One potential limitation of the study is the study’s overall low rate of major bleeding, which may have prevented the detection of a significant difference in non-CABG-related bleeding due to radial versus femoral access. The rate of major bleeding is low compared to other studies, and may be due to the study’s use of experienced, high-volume interventional cardiologists whose technical skills may be superior to those of other cardiologists.

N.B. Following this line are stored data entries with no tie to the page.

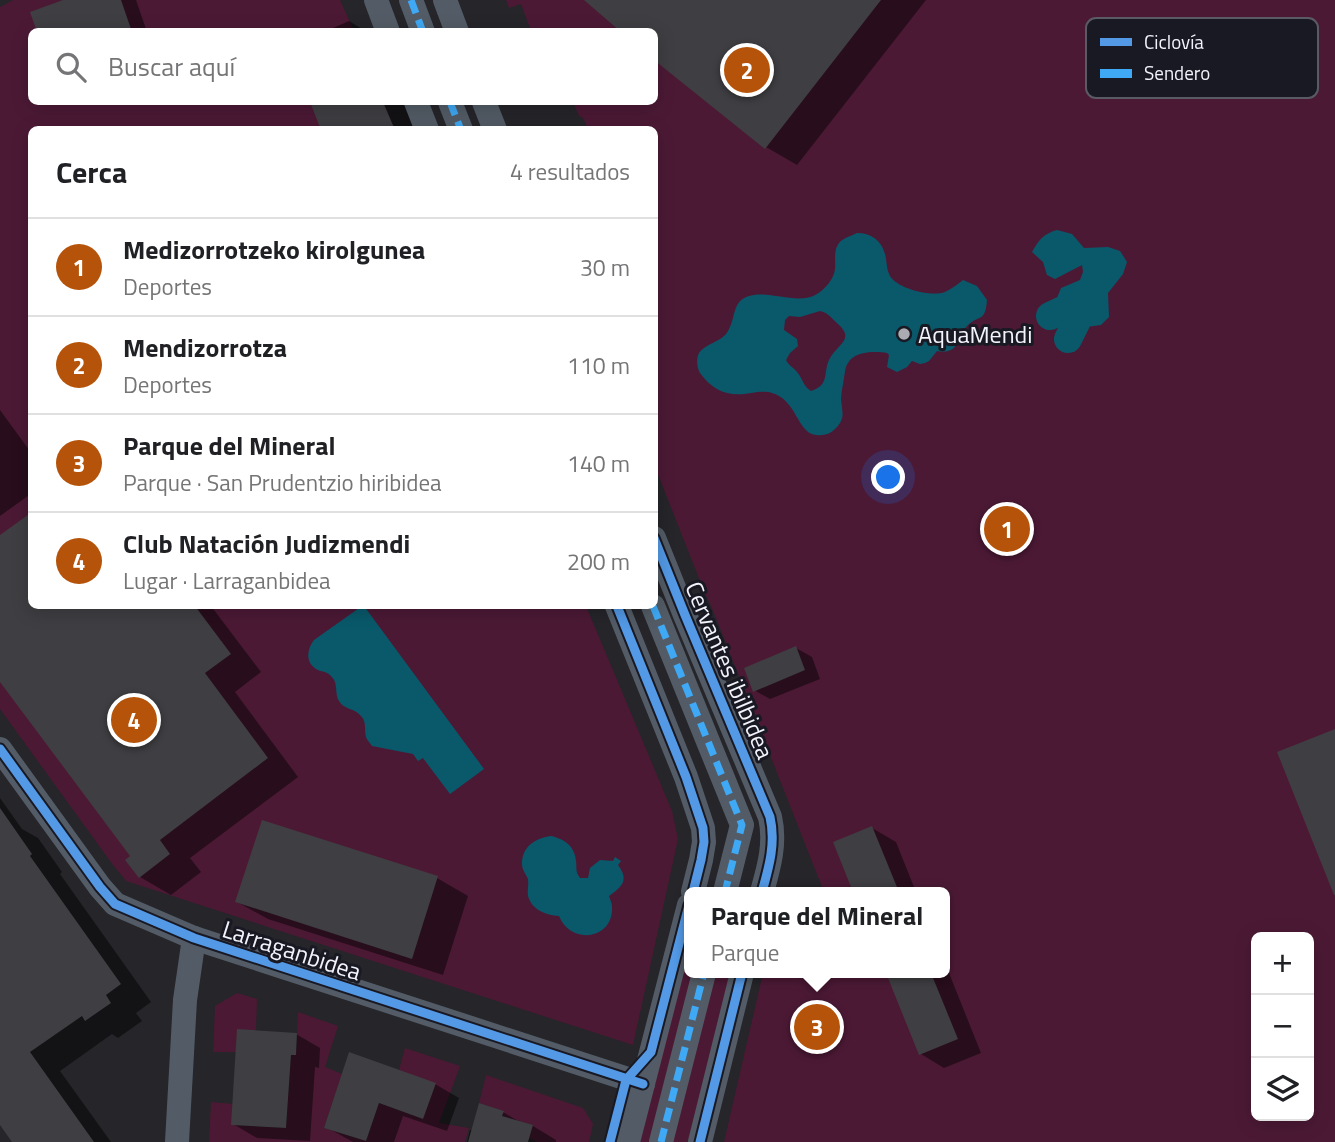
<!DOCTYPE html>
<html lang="es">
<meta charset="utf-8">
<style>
:root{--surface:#fff;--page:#f6f6f6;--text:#202124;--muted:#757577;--line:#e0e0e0;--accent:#b45309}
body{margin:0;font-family:"Titillium Web",sans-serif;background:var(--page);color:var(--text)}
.controls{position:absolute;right:21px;bottom:21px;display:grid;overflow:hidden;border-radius:10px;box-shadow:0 4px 18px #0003}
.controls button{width:63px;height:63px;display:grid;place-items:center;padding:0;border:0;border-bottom:2px solid var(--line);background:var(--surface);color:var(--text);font:35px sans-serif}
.you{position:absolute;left:889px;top:478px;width:24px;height:24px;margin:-18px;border:5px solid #fff;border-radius:50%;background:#1a73e8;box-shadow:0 0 0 10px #1a73e833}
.badge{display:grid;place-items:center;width:46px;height:46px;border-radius:50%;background:var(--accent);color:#fff;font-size:23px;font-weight:700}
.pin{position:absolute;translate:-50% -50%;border:4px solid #fff;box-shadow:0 2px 7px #0006}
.popup{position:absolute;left:684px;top:887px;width:266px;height:91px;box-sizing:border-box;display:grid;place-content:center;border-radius:10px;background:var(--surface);filter:drop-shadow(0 2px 5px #0005);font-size:23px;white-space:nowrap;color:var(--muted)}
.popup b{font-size:26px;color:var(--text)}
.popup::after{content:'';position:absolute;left:50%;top:100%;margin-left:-14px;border:14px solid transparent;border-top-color:var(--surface)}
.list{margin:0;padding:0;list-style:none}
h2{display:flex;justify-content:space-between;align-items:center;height:91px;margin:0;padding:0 28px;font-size:30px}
h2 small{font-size:23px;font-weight:400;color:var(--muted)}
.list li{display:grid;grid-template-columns:46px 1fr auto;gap:21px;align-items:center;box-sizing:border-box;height:98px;padding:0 28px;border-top:2px solid var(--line)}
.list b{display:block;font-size:26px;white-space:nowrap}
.list p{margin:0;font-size:23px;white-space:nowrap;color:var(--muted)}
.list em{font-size:23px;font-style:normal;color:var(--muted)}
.icon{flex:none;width:38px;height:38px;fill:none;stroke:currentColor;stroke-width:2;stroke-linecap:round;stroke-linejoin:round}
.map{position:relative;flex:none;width:1335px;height:1142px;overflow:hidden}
.search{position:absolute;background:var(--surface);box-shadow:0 4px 18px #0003;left:28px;top:28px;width:630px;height:77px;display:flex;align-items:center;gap:18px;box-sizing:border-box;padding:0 24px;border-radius:10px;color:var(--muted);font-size:26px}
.panel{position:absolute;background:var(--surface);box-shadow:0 4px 18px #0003;left:28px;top:126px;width:630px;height:483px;border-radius:10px}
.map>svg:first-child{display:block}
.green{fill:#4c1935;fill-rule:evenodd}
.water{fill:#09596b;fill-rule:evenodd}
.shadow{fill:#0007}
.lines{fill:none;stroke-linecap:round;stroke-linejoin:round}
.canal{stroke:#09596b;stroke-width:28}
.building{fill:#3f3e42}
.street{stroke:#535c66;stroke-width:24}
.quiet{stroke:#3fa9f5;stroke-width:7;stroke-dasharray:14 7;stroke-linecap:butt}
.cycleway-casing{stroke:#191924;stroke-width:13}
.cycleway{stroke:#5399e6;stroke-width:9}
.poi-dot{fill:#ababb2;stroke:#191924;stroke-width:2.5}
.labels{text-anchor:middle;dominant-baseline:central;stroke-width:6;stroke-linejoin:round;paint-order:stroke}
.poi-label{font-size:24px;fill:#f3f3fb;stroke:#191924;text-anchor:start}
.street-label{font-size:24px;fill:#f3f3fb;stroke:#191924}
.key{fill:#191924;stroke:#5a5a64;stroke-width:2}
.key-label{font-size:19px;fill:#f3f3fb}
</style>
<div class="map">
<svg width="1335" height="1142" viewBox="0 0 1335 1142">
<rect width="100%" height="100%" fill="#25252a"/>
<g class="green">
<polygon points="13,0 340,0 354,31 32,32 32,102 383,102 395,129 32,130 32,606 586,606 672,811 678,839 633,1045 126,881 113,865 0,709 0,7"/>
<path d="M506,0h829v1142h-611l39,-169h182v-81h-121l-112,-284 -8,-17 -49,-124 -1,-337 -66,-1 -5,-11 -4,-2 -6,-14h81v-70l-123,-1 -10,-27 -12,4zM1256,937h53v179h-53z"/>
<polygon points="689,927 689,973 732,973 688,1142 639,1142"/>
<polygon points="237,993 257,999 256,1030 236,1052 213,1052 215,1006"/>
<polygon points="298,1012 338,1026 325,1067 342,1074 324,1128 366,1141 379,1103 423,1119 399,1070 405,1048 460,1066 439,1123 469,1128 465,1142 209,1142 211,1102 233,1104 232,1125 286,1128 291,1055 296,1054"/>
<polygon points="486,1075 583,1108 593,1124 589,1142 537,1142 529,1138 533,1125 502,1116 503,1111 479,1103"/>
</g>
<g class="water">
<path d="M1057,230l15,4 12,14 24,-1 12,4 7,11 -4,12 -15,19 1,24 -8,8 -15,2 -14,-6 -15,-23 4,-10 19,-8 3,-8 -1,-7 -27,14 -8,-4 -4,-13 -11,-10c7,-12 11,-18 25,-22z"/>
<path d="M857,233c14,0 24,7 28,21 2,7 1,15 5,22 8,13 41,21 55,16 6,-3 13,-8 18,-12l14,6 10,14c-2,23 -7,14 -19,25 -12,12 -7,30 -31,26l-8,10 -4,2 -5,1 -8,-3 -5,6 -10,5 -10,-5 2,-12 -2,-2c-11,-2 -33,-2 -39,10 -3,4 -3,10 -4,15 -1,7 -3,15 -3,21 1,14 5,19 -6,30 -5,5 -11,7 -19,6 -19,-2 -19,-35 -44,-42 -7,-2 -13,-1 -21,0 -22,4 -37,-1 -51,-20 -3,-5 -4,-14 -1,-20 7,-10 23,-11 29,-22 9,-15 3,-33 26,-36 19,-3 46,10 63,-1 8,-5 17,-15 18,-25 1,-9 -2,-18 4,-26 4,-5 12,-7 18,-10zM820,311c9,2 11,7 18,13 18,16 -2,21 -9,36 -6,13 1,25 -18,31 -8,-5 -8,-12 -14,-19 -4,-5 -8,-6 -11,-12l4,-7 8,-7 -1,-7 -13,-9 1,-10 4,-4 11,1z"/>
<path d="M362,606h2l120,163 -34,25 -27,-36 -5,3 -5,-7 -41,-8c-2,-3 -5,-6 -6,-9 -2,-7 1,-15 -5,-21 -6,-8 -17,-6 -22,-15 -5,-8 0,-18 -8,-25 -4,-5 -10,-4 -15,-7 -11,-7 -9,-20 -2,-29z"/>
<path d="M551,836c13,3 24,10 25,25 1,8 -1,10 4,17h8l2,-10 10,-8 13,1 2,-4 6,4 -3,4c11,15 5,21 -9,31 1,3 3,7 3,11 2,32 -41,39 -53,9 -13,-1 -27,-6 -31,-20 -1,-6 1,-11 0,-17 -2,-5 -6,-9 -6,-15 0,-18 14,-26 29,-28z"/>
</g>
<g class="shadow">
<polygon points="68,0 136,0 147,32 39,32"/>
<polygon points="587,0 926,0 797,165 766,147 654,32"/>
<polygon points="349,21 367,32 324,32"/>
<polygon points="312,102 406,102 417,130 323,130"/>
<polygon points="0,410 32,454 32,493 0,516"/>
<polygon points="0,538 32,606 211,606 261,672 235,692 298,777 190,858 201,872 171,895 140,877 133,856 0,679"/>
<polygon points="796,648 812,657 820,679 770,699 754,690"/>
<polygon points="0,798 22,829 38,838 62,872 60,874 151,1002 136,1013 142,1021 118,1038 112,1034 60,1071 111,1142 15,1142 0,1122"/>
<polygon points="872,828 896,842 916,892 855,892 835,843"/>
<polygon points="437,878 468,896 443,975 268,919 237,902"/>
<polygon points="945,963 981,1053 944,1068 921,1054 888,973 945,973"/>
<polygon points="296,1034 320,1048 319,1068 315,1067 310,1141 257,1138 233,1124"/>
<polygon points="350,1054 435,1084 459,1098 447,1131 403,1116 394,1142 353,1142 326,1127"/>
<polygon points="503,1112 523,1124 533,1126 556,1140 556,1142 467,1142 470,1130 473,1131"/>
</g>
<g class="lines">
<g class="canal">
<polyline points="1050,316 1065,309"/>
<polyline points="1068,339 1076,323"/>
</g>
</g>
<g class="building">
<polygon points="63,0 121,0 132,32 37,32 30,12"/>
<polygon points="584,0 881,0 765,149 654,60 654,32 621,32"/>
<polygon points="310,102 383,102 395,130 321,130"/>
<polygon points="32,512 32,606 195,606 231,654 205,673 268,758 160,840 170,854 139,878 125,860 130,856 0,682 0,535"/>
<polygon points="796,646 805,670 753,692 744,668"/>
<polygon points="1335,729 1335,895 1334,895 1277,752"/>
<polygon points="0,808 32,854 30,856 121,984 106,995 111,1003 85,1021 82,1016 30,1052 94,1142 12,1142 0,1125"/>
<polygon points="262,820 438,876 412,959 235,902"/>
<polygon points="872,826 899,892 853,892 833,842"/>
<polygon points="886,973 931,973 958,1039 919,1055"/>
<polygon points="237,1029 297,1033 296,1055 291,1055 286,1128 231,1125"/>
<polygon points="349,1052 436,1083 423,1119 379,1103 366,1141 324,1128"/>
<polygon points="479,1103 504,1111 502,1116 533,1125 528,1142 468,1142"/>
</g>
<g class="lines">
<g class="street">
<polyline points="376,0 388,32"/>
<polyline points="411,0 423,32"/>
<polyline points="445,0 457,32"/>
<polyline points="416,102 427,130"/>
<polyline points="450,102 461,130"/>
<polyline points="484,102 495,130"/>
<path d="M654,538l31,77 85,202c6,26 -1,50 -8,75"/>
<polyline points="617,606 686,777 703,828 704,842 701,860 693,892"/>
<polyline points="653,606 742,825 725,892"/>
<polyline points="0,749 100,887 115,904 194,938 643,1084"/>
<polyline points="177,1142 185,1000 194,938"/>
<polyline points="628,1142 689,905"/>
<polyline points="661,1142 704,973"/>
<polyline points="700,1142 742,973"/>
</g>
<g class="quiet">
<polyline points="411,0 423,32"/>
<polyline points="450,102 461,130"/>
<polyline points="653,606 742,825 725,892"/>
<polyline points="661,1142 704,973"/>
</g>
<defs>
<g id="cycleway">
<path d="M654,538l31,77 85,202c6,26 -1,50 -8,75"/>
<polyline points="617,606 686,777 703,828 704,842 701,860 693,892"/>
<polyline points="0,749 100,887 115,904 194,938 643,1084"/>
<polyline points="610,1142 626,1080 651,1052 689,905"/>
<polyline points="700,1142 742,973"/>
</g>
</defs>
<use href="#cycleway" class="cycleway-casing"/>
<use href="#cycleway" class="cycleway"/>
</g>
<circle class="poi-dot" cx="904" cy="334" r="7"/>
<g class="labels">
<g class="poi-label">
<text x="918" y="334">AquaMendi</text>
</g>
<g class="street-label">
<text transform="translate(730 670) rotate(67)">Cervantes ibilbidea</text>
<text transform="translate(292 950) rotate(18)">Larraganbidea</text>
</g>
</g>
<rect x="1086" y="18" width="232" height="80" rx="10" class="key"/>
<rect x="1100" y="38" width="32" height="8" fill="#5399e6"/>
<rect x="1100" y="69" width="32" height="9" fill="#3fa9f5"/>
<g class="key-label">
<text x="1144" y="49">Ciclovía</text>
<text x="1144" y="80">Sendero</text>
</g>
</svg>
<div class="controls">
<button>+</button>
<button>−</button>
<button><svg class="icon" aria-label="layers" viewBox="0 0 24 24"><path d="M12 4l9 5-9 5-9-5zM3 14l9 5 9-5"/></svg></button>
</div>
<div class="you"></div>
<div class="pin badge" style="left:1007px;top:529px">1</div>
<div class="pin badge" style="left:747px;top:70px">2</div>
<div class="pin badge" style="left:817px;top:1027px">3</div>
<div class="popup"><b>Parque del Mineral</b>Parque</div>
<div class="pin badge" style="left:134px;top:720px">4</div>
<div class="search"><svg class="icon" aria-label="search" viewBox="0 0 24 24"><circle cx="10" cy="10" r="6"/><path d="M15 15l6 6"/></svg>Buscar aquí</div>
<section class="panel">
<h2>Cerca<small>4 resultados</small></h2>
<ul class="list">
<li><span class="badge">1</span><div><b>Medizorrotzeko kirolgunea</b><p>Deportes</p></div><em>30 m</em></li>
<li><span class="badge">2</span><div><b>Mendizorrotza</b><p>Deportes</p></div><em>110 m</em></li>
<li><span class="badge">3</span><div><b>Parque del Mineral</b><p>Parque · San Prudentzio hiribidea</p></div><em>140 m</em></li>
<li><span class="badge">4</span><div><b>Club Natación Judizmendi</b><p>Lugar · Larraganbidea</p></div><em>200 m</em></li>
</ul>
</section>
</div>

In summary, the RIVAL trial demonstrated that radial and femoral artery access for PCI are equally effective in managing ACS. Radial access, while potential more difficult to establish, may be preferable due to its significantly lower risk of vascular complications, as compared with femoral access.
In-Depth [randomized, controlled study]: The RIVAL trial was a randomized, parallel group, multicenter trial that was originally published in The Lancet in 2011. A total of 7,021 patients were enrolled in the trial and underwent randomization. Patients were eligible if they had a diagnosis of ACS and were planning to undergo PCI. Patients were excluded if they presented in cardiogenic shock, had peripheral vascular disease, or a history of previous CABG surgery. Recruited cardiologists were required to have expertise in both radial and femoral artery access, including at least 50 radial procedures. In the end, 3,507 participants were randomized to radial access and 3,514 participants were randomized to femoral access. The primary outcome was a composite of death, MI, stroke, and non-CABG-related major bleeding at 30 days. There was no difference in the occurrence of the primary outcome between the radial and femoral groups (HR 0.92; 95%CI 0.72-1.17). There was an observed interaction between the primary outcome and a medical center’s volume of radial access (HR 0.49, 95%CI 0.28-0.87). Radial access was associated with fewer vascular complications, including development of large hematoma (HR 0.40; 95%CI 0.28-0.57) and pseudoaneurysm needing closure (HR 0.30; 95%CI 0.13-0.71).
By Evan Chen and Andrew Cheung, M.D.